Provable tradeoffs in adversarially robust classification
This work addresses foundational open problems in adversarial robustness for machine learning, providing theoretical insights into tradeoffs in imbalanced data settings.
The paper tackles the problem of adversarial robustness in classification by deriving exact and approximate Bayes-optimal robust classifiers for Gaussian classification problems with imbalance, revealing fundamental tradeoffs between standard and robust accuracy that increase with data imbalance.
It is well known that machine learning methods can be vulnerable to adversarially-chosen perturbations of their inputs. Despite significant progress in the area, foundational open problems remain. In this paper, we address several key questions. We derive exact and approximate Bayes-optimal robust classifiers for the important setting of two- and three-class Gaussian classification problems with arbitrary imbalance, for $\ell_2$ and $\ell_\infty$ adversaries.
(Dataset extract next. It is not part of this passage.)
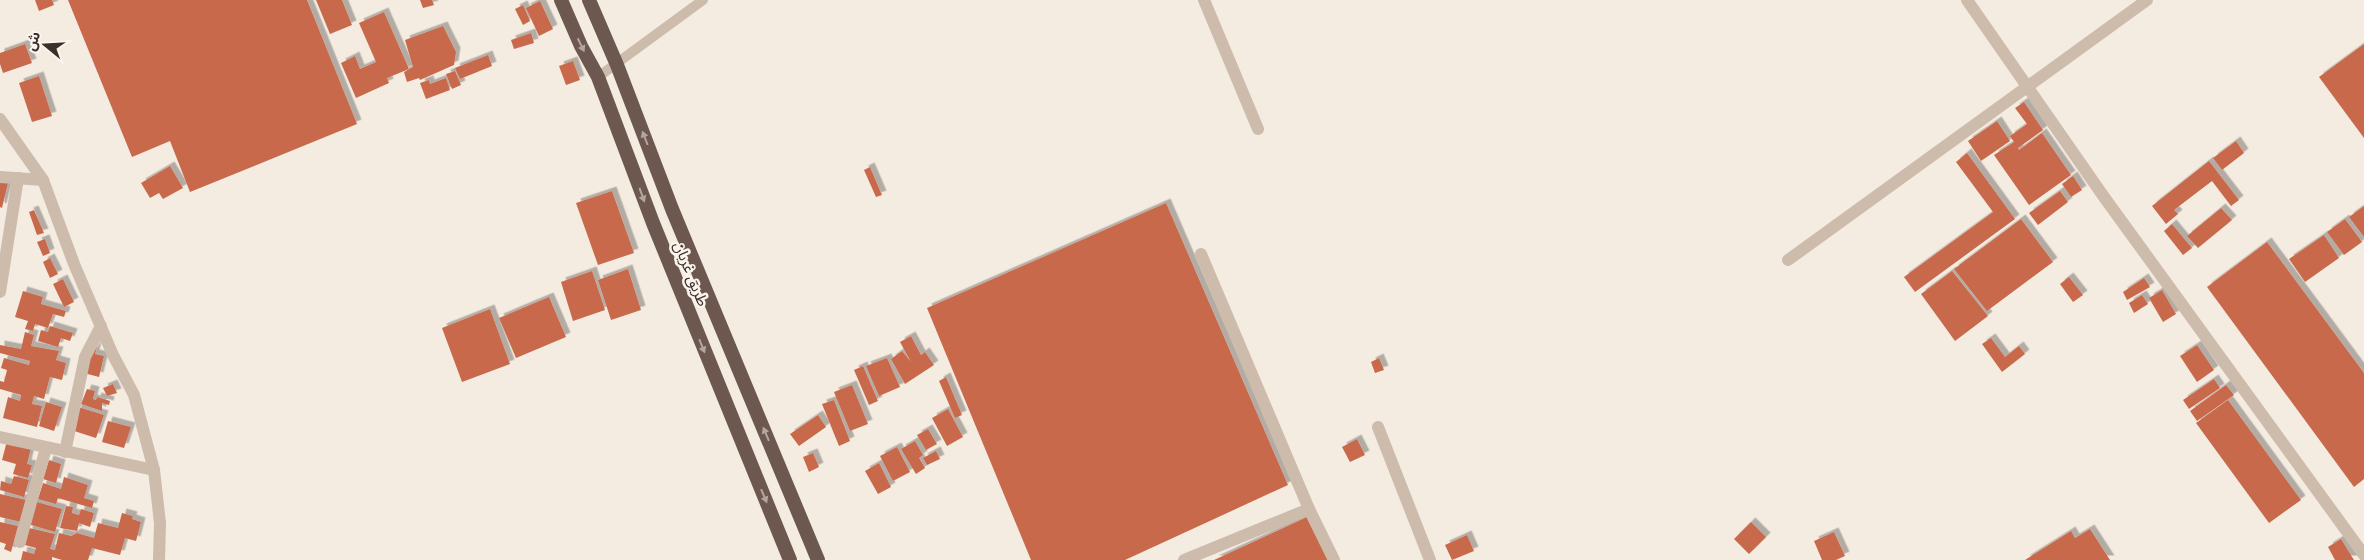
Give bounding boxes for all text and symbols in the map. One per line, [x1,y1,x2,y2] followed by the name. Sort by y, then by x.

In contrast to classical Bayes-optimal classifiers, determining the optimal decisions here cannot be made pointwise and new theoretical approaches are needed. We develop and leverage new tools, including recent breakthroughs from probability theory on robust isoperimetry, which, to our knowledge, have not yet been used in the area. Our results reveal fundamental tradeoffs between standard and robust accuracy that grow when data is imbalanced. We also show further results, including an analysis of classification calibration for convex losses in certain models, and finite sample rates for the robust risk.